> **Material shown**:

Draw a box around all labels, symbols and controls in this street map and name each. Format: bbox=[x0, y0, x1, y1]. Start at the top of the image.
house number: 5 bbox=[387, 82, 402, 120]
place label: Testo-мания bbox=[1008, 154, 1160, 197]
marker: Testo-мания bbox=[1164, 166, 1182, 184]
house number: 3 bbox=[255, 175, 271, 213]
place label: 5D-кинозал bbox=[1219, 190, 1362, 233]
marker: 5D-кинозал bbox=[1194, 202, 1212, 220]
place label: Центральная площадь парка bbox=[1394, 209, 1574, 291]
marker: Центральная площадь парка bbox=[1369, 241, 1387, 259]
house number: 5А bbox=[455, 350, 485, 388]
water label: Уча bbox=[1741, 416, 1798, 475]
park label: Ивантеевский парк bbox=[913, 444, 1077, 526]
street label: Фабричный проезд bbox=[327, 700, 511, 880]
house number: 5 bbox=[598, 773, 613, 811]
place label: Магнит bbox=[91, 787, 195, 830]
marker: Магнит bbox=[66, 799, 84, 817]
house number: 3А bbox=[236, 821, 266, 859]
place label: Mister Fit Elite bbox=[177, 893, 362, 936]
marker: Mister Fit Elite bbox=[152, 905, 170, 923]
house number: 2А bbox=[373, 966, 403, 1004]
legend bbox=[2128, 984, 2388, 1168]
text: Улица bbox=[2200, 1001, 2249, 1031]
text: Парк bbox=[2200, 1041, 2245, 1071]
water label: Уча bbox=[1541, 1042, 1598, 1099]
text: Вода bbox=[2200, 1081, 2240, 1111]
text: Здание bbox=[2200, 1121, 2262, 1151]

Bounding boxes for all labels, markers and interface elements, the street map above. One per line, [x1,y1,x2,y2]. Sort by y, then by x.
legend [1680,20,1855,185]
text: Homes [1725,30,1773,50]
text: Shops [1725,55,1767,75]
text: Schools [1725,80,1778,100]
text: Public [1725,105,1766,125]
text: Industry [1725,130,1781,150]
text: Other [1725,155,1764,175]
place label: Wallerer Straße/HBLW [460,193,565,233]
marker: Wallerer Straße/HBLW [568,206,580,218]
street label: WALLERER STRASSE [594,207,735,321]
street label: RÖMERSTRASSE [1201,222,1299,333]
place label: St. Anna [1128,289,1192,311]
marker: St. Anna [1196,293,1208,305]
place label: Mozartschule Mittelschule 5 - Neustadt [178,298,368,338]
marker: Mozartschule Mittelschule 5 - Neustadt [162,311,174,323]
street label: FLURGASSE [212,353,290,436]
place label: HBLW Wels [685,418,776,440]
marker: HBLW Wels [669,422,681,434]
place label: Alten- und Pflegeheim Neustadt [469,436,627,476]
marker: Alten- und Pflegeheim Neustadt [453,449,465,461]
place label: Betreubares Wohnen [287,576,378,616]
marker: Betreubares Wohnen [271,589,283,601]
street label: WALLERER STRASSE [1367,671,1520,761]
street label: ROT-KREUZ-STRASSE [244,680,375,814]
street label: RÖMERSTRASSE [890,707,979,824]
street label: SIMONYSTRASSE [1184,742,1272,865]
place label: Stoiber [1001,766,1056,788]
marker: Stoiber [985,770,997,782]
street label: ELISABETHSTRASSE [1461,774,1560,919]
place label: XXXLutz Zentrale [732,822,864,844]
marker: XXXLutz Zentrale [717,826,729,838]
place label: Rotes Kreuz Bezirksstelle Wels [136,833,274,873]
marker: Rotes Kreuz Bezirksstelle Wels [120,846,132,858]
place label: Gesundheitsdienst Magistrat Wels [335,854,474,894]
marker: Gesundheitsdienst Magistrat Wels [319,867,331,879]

> **What you need to do**: Among the entries above, how many lines include the word "Gesundheitsdienst"? Reply with the number only.

> **Output for this task**: 2